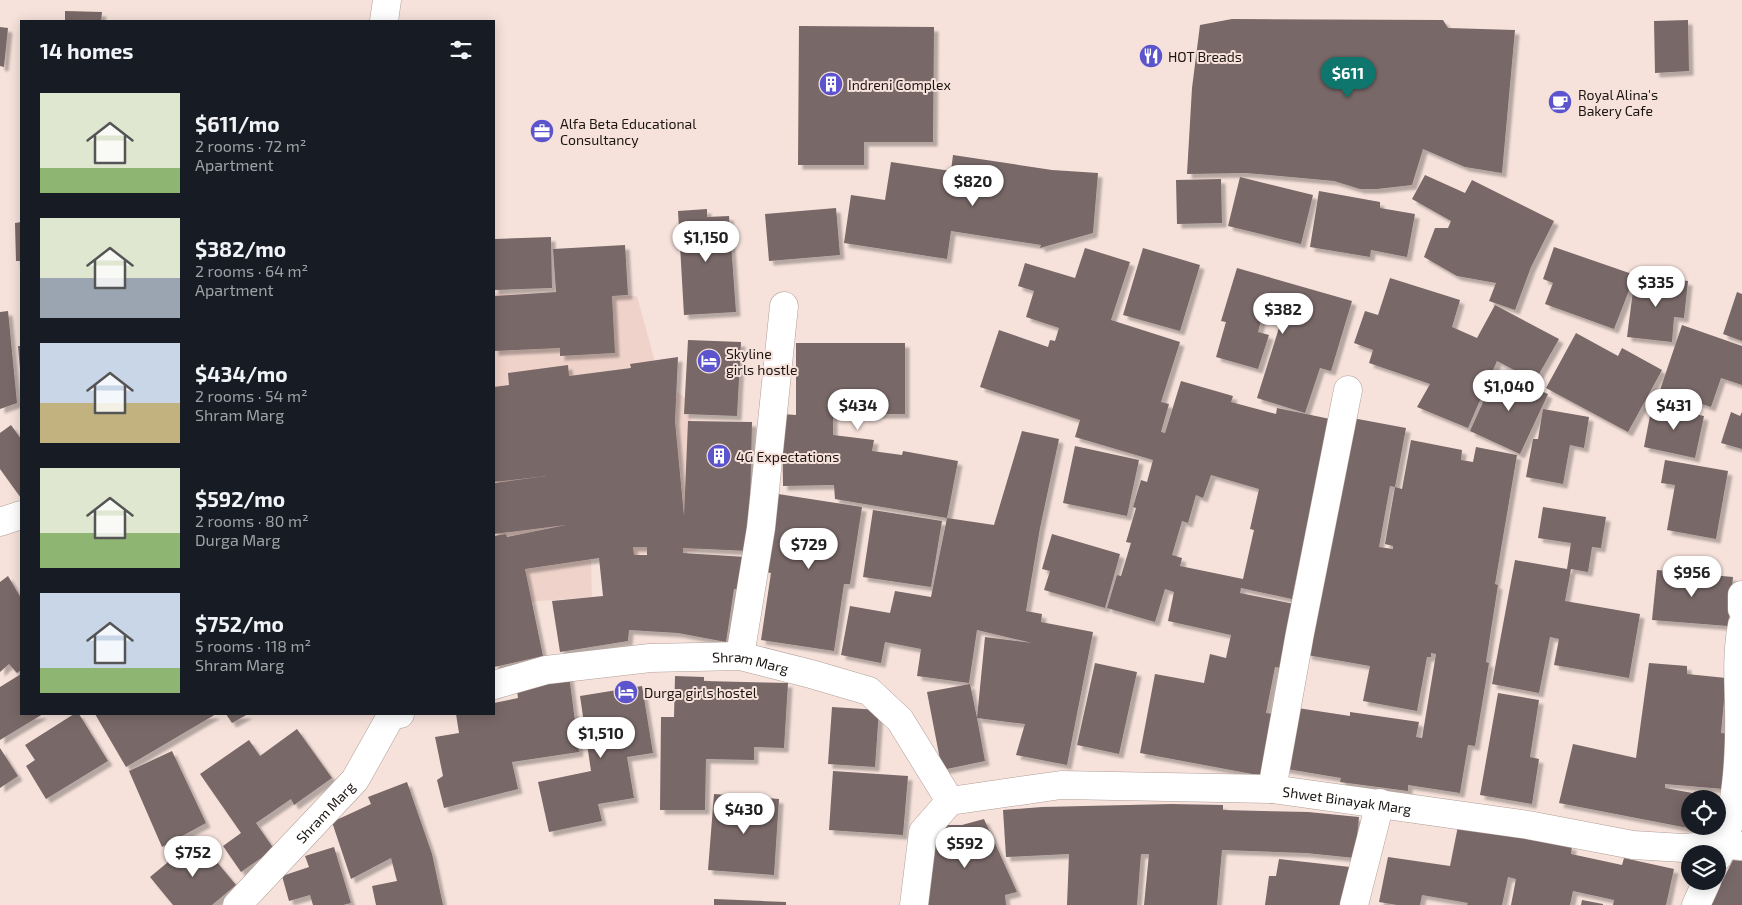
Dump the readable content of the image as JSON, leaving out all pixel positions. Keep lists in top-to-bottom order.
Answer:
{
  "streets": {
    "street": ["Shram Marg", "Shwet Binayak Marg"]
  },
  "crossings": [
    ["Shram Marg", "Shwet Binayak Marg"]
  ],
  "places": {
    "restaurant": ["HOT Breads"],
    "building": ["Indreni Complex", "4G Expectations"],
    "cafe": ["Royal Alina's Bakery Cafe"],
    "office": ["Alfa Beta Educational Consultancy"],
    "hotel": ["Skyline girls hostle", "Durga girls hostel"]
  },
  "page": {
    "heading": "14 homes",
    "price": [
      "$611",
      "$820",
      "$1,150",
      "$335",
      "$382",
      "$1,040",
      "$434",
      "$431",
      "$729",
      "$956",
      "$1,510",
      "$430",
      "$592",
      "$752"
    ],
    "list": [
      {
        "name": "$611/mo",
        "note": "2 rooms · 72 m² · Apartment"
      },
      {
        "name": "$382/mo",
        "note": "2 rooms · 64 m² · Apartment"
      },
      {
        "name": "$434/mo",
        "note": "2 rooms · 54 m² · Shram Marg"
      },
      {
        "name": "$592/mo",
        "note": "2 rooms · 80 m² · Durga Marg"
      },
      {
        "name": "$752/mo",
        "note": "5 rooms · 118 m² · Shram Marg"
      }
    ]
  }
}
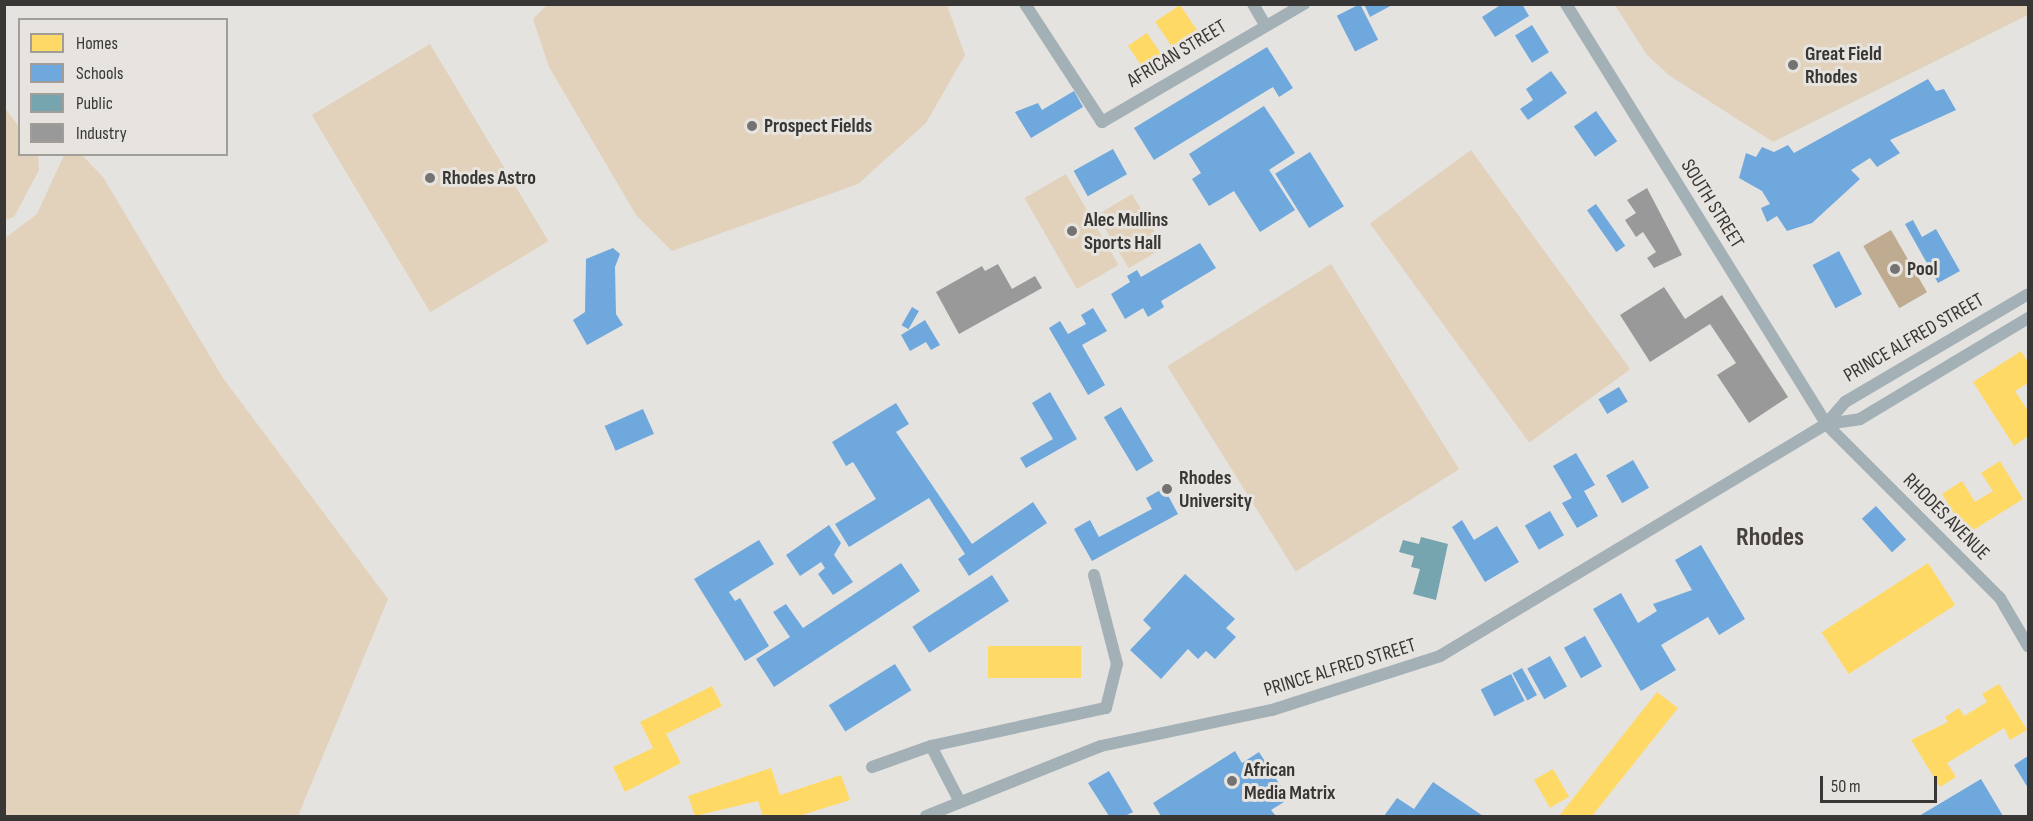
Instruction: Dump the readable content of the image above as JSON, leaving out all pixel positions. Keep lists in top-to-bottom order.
——————————
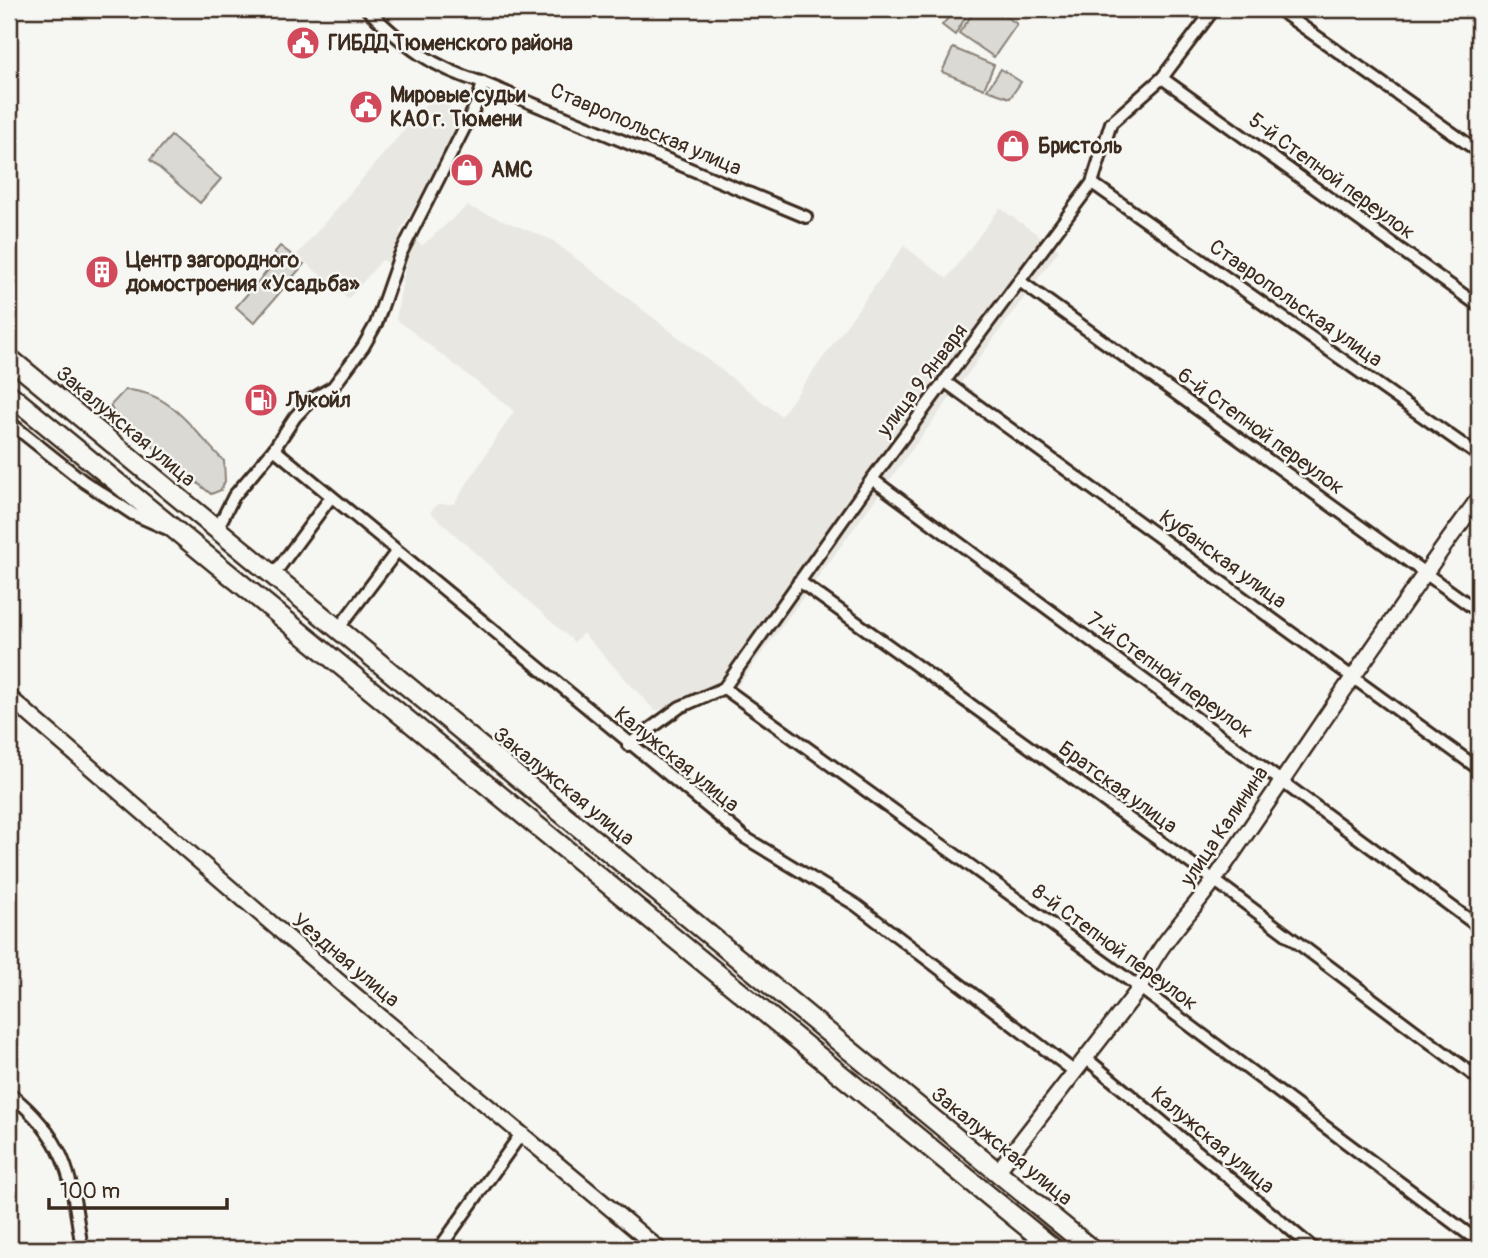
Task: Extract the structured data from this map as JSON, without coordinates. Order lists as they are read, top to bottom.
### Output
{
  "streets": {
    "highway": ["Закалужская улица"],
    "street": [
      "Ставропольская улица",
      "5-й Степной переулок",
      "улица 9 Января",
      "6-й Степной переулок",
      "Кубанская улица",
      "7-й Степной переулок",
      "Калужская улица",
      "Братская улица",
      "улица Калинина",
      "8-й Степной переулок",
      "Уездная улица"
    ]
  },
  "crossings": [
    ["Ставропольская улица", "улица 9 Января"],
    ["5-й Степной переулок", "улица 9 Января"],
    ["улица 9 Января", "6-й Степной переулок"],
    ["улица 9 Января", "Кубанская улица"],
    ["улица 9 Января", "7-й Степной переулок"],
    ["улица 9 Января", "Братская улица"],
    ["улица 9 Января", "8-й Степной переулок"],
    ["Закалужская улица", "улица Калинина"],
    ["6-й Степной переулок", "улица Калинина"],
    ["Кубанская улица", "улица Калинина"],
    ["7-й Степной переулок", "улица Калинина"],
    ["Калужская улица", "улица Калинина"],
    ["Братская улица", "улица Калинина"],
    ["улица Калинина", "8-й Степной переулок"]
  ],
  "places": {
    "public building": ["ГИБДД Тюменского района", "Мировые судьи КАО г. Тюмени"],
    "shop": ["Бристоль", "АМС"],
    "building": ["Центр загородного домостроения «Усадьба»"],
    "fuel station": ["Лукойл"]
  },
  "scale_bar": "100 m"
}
——————————
Work instructions – Go back to the listing above and reproduce, exactly, the stretch from the line bearing "Dump the readable content of the image as" through the line bearing "Instruction: Dump the", without its pictures.

Result of this task –
Dump the readable content of the image as JSON, leaving out all pixel positions. Keep lists in top-to-bottom order.
Answer:
{
  "streets": {
    "street": ["Shram Marg", "Shwet Binayak Marg"]
  },
  "crossings": [
    ["Shram Marg", "Shwet Binayak Marg"]
  ],
  "places": {
    "restaurant": ["HOT Breads"],
    "building": ["Indreni Complex", "4G Expectations"],
    "cafe": ["Royal Alina's Bakery Cafe"],
    "office": ["Alfa Beta Educational Consultancy"],
    "hotel": ["Skyline girls hostle", "Durga girls hostel"]
  },
  "page": {
    "heading": "14 homes",
    "price": [
      "$611",
      "$820",
      "$1,150",
      "$335",
      "$382",
      "$1,040",
      "$434",
      "$431",
      "$729",
      "$956",
      "$1,510",
      "$430",
      "$592",
      "$752"
    ],
    "list": [
      {
        "name": "$611/mo",
        "note": "2 rooms · 72 m² · Apartment"
      },
      {
        "name": "$382/mo",
        "note": "2 rooms · 64 m² · Apartment"
      },
      {
        "name": "$434/mo",
        "note": "2 rooms · 54 m² · Shram Marg"
      },
      {
        "name": "$592/mo",
        "note": "2 rooms · 80 m² · Durga Marg"
      },
      {
        "name": "$752/mo",
        "note": "5 rooms · 118 m² · Shram Marg"
      }
    ]
  }
}
Instruction: Dump the readable content of the image above as JSON, leaving out all pixel positions. Keep lists in top-to-bottom order.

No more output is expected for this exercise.